Jacome D E
Department of Medicine, Franklin Medical Center, Greenfield, Massachusetts, USA.
Am J Med Sci. 1998 Dec;316(6):408-10. doi: 10.1097/00000441-199812000-00011.
A young woman with frontal headaches of several months' evolution and monocular transient "tunnel" obscurations that developed after a generalized seizure is described. She had elevation of the optic discs (pseudopapilledema), greater on the side of her visual symptoms. No intracranial lesions were identified. Cerebrospinal fluid pressure was increased, diagnostic of idiopathic intracranial hypertension (IIH). Because both IIH and pseudopapilledema may cause transient visual obscurations (TVO), fortuitous discovery of pseudopapilledema in a patient with TVO does not preclude the necessity of performing a diagnostic lumbar puncture.
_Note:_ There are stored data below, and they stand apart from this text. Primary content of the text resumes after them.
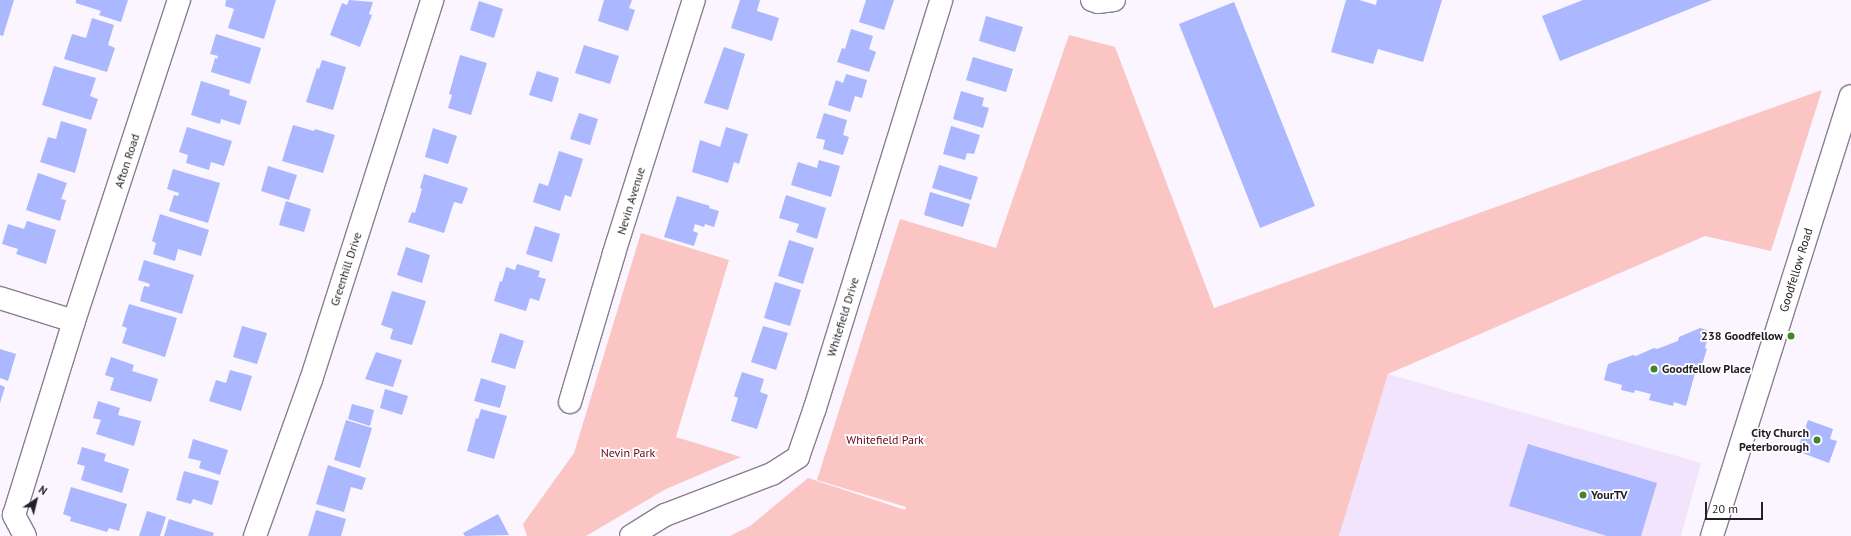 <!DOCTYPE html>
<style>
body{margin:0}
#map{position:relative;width:1851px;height:536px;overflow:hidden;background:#faf5fe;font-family:"PT Sans",sans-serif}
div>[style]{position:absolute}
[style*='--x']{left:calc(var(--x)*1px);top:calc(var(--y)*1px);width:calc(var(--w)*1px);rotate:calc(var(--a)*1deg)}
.built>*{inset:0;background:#f2e4fc}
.green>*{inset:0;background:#fbc5c4}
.building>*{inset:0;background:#abb7fe}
.roads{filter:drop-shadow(1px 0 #897e92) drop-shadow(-1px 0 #897e92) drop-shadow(0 1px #897e92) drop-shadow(0 -1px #897e92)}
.minor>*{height:22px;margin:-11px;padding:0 11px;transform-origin:11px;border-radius:11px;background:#fff}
.dots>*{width:11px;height:11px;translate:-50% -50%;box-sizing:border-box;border:2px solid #fff;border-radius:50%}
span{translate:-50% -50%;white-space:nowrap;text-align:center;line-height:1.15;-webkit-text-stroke:3.5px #fff;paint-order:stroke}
.street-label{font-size:12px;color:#252028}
.poi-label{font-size:12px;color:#252028;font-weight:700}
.right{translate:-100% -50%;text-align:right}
.left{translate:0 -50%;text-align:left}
.park-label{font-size:12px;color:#650316}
.north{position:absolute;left:16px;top:480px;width:40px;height:40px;-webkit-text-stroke:3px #fff;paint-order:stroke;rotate:35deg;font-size:11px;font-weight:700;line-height:16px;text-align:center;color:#252028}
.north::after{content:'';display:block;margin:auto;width:14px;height:18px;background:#252028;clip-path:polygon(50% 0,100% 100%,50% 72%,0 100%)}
.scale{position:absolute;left:1705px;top:502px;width:58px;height:18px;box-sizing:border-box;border:2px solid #252028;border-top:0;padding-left:5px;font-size:12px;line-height:14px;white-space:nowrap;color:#252028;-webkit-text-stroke:3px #fff;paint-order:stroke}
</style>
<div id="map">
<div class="built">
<div style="clip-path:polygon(1388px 374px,1701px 463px,1681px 536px,1339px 536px)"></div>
</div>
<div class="green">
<div style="clip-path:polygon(1069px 35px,1115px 47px,1214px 308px,1822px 90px,1771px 251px,1705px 236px,1388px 374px,1339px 536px,730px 536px,750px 526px,808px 478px,905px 510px,906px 507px,817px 480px,900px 219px,996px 248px)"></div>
<div style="clip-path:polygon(641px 233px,729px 260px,676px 437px,741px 457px,666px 489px,586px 536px,527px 536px,523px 524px,574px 453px)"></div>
</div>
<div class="building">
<div style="clip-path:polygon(0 0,14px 0,3px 36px,0 35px)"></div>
<div style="clip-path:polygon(76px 0,128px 0,121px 22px,99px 15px,101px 11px,76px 3px)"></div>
<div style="clip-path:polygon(226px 0,276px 0,264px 39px,228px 28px,234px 9px,225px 6px)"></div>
<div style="clip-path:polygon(349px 0,373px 2px,369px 14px,372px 15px,360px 47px,330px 35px,342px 3px,347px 5px)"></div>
<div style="clip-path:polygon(604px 0,632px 0,629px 8px,635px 10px,628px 31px,598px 21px)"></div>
<div style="clip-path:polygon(740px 0,760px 0,757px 11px,779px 18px,772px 41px,731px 28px)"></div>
<div style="clip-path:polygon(866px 0,894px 0,884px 30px,859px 22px)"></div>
<div style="clip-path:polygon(1346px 0,1359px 0,1376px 5px,1377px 0,1442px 0,1423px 62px,1378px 49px,1373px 64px,1331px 52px)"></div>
<div style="clip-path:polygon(1583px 0,1712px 0,1560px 61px,1542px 16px)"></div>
<div style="clip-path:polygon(479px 1px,503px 9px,494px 38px,470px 30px)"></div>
<div style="clip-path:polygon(1234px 2px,1315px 206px,1260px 228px,1179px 24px)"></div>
<div style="clip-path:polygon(986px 16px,1023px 27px,1015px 52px,979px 41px)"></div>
<div style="clip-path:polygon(92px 18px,114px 25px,108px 45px,115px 48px,107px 72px,64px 59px,72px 34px,86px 38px)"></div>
<div style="clip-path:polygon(851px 29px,873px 36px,869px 49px,876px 52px,869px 72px,837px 62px,842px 48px,845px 49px)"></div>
<div style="clip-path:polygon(216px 34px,261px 48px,250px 84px,211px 72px,215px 58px,217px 59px,218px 56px,210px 54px)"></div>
<div style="clip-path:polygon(584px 45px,619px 56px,610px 84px,575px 73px)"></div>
<div style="clip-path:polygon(724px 47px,745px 54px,728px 110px,704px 103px)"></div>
<div style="clip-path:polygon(460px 55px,487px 63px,471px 115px,448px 108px,452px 95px,449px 94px,453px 80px)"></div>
<div style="clip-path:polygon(973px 57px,1013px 69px,1006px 92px,966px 80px)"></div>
<div style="clip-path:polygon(322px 60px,346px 67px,333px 110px,306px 102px,317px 68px,319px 69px)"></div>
<div style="clip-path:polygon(54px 66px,96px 78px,90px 96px,98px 99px,91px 120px,42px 105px)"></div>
<div style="clip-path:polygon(537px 71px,559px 78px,552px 102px,529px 95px)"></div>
<div style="clip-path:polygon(846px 74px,867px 80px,862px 98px,855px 96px,850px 112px,828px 105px,836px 80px,843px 83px)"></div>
<div style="clip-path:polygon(201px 81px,230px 90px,229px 95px,247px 101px,240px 125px,221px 119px,220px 124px,191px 115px)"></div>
<div style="clip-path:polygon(961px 91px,984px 98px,982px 106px,989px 108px,983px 128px,953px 119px)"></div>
<div style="clip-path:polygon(579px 113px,598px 119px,590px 145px,570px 139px)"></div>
<div style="clip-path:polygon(824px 113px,847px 120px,843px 135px,849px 137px,843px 155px,823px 149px,825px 140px,816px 138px)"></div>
<div style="clip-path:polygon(61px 121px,87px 129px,75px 173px,40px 162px,48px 137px,56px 139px)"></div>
<div style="clip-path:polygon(293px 125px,314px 131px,315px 129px,335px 135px,323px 173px,282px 161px)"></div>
<div style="clip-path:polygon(951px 126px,980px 135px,974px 154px,967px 153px,965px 160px,943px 154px)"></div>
<div style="clip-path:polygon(187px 127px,232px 141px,224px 166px,211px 162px,209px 170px,186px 163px,188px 155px,179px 152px)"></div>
<div style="clip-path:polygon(726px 127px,748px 134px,739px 164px,734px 162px,728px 183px,692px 172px,700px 140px,720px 147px)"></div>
<div style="clip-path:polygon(433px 128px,457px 136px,448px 164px,425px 157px)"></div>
<div style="clip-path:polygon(559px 151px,583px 159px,571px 197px,565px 195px,560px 211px,533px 202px,539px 183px,548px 186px)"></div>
<div style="clip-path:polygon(819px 160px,840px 166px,831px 197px,791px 185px,798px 162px,817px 168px)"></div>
<div style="clip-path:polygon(939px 165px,978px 177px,971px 200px,932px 188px)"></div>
<div style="clip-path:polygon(268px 166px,297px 175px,289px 200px,261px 191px)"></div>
<div style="clip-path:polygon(173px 169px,220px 183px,208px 223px,169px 211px,174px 195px,178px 196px,179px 193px,167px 189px)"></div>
<div style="clip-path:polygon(38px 173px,67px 183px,61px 199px,66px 200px,60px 221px,26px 210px)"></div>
<div style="clip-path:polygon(424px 174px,468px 188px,462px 204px,454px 202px,444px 233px,408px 222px,412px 212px,415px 213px,422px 189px,420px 188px)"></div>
<div style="clip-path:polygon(930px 192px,970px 204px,963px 227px,924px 215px)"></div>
<div style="clip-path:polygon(786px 195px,826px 208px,817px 239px,796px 232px,799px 224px,779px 218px)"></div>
<div style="clip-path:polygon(677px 196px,710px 206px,709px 208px,719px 211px,714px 227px,705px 224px,704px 227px,695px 224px,693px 231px,698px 233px,694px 246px,664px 237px)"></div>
<div style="clip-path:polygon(286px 201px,311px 209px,304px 232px,279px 225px)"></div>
<div style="clip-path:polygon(160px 214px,209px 230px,201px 256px,178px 249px,175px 261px,153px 254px,156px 243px,152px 241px)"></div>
<div style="clip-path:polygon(27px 221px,56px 230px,46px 264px,16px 254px,18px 249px,2px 244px,8px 224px,24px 229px)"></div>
<div style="clip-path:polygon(535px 226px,560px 234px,552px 262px,526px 254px)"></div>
<div style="clip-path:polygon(789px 240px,814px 248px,803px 284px,778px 276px)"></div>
<div style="clip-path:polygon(406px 247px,430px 255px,422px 283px,397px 275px)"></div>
<div style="clip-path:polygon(144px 260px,194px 275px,182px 314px,140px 301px,144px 286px,149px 287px,150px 284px,138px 280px)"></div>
<div style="clip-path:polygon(517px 264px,540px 271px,538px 277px,546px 279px,539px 301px,530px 298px,526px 311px,494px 301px,500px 281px,502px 282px,506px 267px,515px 270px)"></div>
<div style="clip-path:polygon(775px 282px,801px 290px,790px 326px,764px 318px)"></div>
<div style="clip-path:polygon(392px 291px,426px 301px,412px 345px,390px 339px,393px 329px,381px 325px)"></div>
<div style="clip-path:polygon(129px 304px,177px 318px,165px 357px,122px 343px,127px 328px,122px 326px)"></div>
<div style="clip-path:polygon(242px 326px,267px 333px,257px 364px,233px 357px)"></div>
<div style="clip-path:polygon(763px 326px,788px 333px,776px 370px,751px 362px)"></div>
<div style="clip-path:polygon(1700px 328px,1710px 331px,1705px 348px,1707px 349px,1699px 374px,1695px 373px,1686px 406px,1674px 402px,1673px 406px,1649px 400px,1651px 394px,1635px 390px,1634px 393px,1621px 390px,1622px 385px,1604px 380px,1608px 364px,1633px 355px,1636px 356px,1654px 348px,1657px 349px,1678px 341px,1679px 337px)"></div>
<div style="clip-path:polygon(500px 333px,524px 341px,515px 369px,491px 362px)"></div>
<div style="clip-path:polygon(0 349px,16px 354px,8px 381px,0 378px)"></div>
<div style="clip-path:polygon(376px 352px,402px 360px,393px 387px,365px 379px)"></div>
<div style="clip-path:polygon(111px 357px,134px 365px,132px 371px,158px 379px,151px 402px,110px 390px,114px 378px,105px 375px)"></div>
<div style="clip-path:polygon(230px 370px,252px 376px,241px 411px,209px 401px,216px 380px,226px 383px)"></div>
<div style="clip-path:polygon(742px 372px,764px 379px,760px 392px,768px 395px,757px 429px,731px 421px,738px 398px,734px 396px)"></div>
<div style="clip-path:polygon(481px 378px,506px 386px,500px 408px,474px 401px)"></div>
<div style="clip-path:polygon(0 385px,5px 387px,0 403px)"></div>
<div style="clip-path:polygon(385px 389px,408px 396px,402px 415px,380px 408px)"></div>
<div style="clip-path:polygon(98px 401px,120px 408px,118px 415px,141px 421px,134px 446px,96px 434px,101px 420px,93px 418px)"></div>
<div style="clip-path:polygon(352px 404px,374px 410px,370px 426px,348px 419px)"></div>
<div style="clip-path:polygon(481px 409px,507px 416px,494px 459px,467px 451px,476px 418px,478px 419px)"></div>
<div style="clip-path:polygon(346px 420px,372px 428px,360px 468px,334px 460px)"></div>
<div style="clip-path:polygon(1808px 420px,1833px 429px,1830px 439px,1837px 441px,1829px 463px,1797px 451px)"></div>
<div style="clip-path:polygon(193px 439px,228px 450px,220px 475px,199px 468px,201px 461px,188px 458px)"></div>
<div style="clip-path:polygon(1528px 444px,1657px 483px,1641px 536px,1607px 536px,1509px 506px)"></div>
<div style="clip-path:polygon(82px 447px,106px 454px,104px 461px,129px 469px,122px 493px,81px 480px,85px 466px,77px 464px)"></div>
<div style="clip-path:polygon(328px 465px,366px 478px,362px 490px,351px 487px,344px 512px,316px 504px)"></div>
<div style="clip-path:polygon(184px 471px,219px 481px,212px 505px,193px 499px,191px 504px,176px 500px)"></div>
<div style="clip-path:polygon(71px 487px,127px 504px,119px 531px,109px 528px,107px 532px,70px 521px,71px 517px,63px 514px)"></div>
<div style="clip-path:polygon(316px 510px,346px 519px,341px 536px,308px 536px)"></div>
<div style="clip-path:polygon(147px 511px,166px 517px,160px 536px,139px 536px)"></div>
<div style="clip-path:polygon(498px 514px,509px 535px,465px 536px,463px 533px)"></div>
<div style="clip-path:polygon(169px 519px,214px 533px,213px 536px,164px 536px)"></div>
</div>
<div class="roads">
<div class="minor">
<div style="--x:1092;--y:0;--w:6;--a:18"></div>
<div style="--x:1098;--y:2;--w:16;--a:-7"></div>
<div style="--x:0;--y:298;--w:77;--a:17.3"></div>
<div style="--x:570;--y:402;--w:155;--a:-73.5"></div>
<div style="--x:614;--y:253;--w:265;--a:-72.5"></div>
<div style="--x:25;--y:536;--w:24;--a:-118"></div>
<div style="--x:14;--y:515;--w:203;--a:-72.8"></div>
<div style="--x:74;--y:321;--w:338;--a:-71.9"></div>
<div style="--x:255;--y:536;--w:166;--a:-70.3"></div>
<div style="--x:311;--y:380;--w:399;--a:-72.3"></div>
<div style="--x:631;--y:536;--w:40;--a:-32"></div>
<div style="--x:665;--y:515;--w:115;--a:-21"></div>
<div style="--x:772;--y:474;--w:31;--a:-33"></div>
<div style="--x:798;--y:457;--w:52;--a:-70.9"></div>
<div style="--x:815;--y:408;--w:427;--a:-72.8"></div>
<div style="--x:1712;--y:536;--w:461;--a:-72.5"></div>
</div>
</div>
<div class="dots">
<div style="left:1791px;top:336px;background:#40872c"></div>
<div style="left:1654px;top:369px;background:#40872c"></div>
<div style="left:1817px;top:440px;background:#40872c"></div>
<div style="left:1583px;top:495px;background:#40872c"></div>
</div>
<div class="street-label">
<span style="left:127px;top:161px;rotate:-72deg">Afton Road</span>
<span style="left:631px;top:201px;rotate:-73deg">Nevin Avenue</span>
<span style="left:346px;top:269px;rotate:-72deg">Greenhill Drive</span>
<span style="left:1796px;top:270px;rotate:-73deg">Goodfellow Road</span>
<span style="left:843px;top:317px;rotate:-73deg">Whitefield Drive</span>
</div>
<div class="poi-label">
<span class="right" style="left:1783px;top:336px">238 Goodfellow</span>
<span class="left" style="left:1662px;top:369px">Goodfellow Place</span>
<span class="right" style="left:1809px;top:440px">City Church<br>Peterborough</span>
<span class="left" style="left:1591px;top:495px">YourTV</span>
</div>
<div class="park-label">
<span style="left:885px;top:440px">Whitefield Park</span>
<span style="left:628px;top:453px">Nevin Park</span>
</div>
<div class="north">N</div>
<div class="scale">20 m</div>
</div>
Establishing the correct diagnosis has obvious therapeutic and prognostic implications.
本文描述了一名年轻女性,她有持续数月的额部头痛,在一次全身性癫痫发作后出现单眼短暂性“隧道”样视物模糊。她的视盘隆起(假性视乳头水肿),在出现视觉症状的一侧更为明显。未发现颅内病变。脑脊液压力升高,诊断为特发性颅内高压(IIH)。由于IIH和假性视乳头水肿均可导致短暂性视觉模糊(TVO),因此在TVO患者中偶然发现假性视乳头水肿并不能排除进行诊断性腰椎穿刺的必要性。确立正确的诊断具有明显的治疗和预后意义。